* **DIRECTIONS**: Word for word, return every record that follows.
** Opening INFORMATION SUPPLIED block **
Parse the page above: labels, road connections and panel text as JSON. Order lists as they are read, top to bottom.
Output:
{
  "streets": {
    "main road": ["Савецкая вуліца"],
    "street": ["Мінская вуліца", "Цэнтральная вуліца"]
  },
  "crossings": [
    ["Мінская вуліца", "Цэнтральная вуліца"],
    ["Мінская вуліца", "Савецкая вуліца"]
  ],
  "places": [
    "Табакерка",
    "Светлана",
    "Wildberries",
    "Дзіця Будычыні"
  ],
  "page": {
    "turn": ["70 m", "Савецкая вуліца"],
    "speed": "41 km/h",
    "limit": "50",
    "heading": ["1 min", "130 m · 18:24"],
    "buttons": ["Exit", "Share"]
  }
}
** Closing INFORMATION SUPPLIED block **
* **WRITTEN RESPONSE**:
Parse the page above: labels, road connections and panel text as JSON. Order lists as they are read, top to bottom.
Output:
{
  "streets": {
    "main road": ["Савецкая вуліца"],
    "street": ["Мінская вуліца", "Цэнтральная вуліца"]
  },
  "crossings": [
    ["Мінская вуліца", "Цэнтральная вуліца"],
    ["Мінская вуліца", "Савецкая вуліца"]
  ],
  "places": [
    "Табакерка",
    "Светлана",
    "Wildberries",
    "Дзіця Будычыні"
  ],
  "page": {
    "turn": ["70 m", "Савецкая вуліца"],
    "speed": "41 km/h",
    "limit": "50",
    "heading": ["1 min", "130 m · 18:24"],
    "buttons": ["Exit", "Share"]
  }
}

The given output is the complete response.